** EXERCISE GOAL **
Looking through the records that follow, determine how many lines contain "Northeast" and reply with that number alone.
BEGIN INFORMATION GIVEN
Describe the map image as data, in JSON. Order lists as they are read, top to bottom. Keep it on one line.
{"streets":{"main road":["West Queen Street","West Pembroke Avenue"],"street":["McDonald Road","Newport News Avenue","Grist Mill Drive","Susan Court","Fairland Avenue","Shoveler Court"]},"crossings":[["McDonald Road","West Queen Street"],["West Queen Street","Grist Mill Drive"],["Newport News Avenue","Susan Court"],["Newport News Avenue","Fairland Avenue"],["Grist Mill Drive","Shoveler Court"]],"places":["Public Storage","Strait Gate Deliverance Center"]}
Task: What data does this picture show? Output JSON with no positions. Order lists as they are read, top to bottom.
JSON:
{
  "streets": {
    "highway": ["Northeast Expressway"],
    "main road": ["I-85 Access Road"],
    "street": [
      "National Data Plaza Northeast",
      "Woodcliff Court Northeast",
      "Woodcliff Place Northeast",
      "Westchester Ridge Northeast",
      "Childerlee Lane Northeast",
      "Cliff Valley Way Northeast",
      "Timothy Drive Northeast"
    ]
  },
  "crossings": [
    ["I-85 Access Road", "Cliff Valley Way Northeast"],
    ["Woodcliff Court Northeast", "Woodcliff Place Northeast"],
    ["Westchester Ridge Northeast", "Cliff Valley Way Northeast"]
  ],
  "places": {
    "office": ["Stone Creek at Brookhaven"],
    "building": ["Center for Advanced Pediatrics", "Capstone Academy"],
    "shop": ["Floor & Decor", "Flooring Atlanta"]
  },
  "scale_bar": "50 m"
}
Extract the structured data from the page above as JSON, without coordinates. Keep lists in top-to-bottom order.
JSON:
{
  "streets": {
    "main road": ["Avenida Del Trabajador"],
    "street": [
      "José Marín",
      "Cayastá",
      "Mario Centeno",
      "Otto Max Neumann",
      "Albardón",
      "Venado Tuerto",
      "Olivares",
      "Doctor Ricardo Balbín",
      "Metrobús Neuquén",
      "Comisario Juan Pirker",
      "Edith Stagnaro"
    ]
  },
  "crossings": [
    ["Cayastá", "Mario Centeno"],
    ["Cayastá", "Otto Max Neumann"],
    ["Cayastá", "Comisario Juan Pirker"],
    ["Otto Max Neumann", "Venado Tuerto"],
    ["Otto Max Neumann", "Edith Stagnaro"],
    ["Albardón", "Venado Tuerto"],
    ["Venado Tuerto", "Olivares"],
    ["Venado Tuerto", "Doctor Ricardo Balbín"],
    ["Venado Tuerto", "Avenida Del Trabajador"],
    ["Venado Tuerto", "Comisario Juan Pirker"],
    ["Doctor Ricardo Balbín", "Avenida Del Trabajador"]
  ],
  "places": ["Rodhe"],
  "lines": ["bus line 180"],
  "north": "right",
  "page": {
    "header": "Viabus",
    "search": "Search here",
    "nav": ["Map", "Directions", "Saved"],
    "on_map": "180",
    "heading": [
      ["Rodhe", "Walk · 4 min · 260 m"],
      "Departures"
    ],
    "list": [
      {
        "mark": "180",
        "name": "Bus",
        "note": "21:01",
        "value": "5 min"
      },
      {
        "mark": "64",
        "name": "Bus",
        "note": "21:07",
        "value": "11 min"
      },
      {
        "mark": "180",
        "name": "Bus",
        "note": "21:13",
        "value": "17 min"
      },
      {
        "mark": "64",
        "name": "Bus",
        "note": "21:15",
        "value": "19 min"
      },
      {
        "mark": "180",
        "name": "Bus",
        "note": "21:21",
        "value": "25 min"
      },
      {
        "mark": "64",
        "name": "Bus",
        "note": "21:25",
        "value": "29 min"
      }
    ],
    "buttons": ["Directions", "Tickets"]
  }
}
END INFORMATION GIVEN
** REPLY TO THE TASK **
11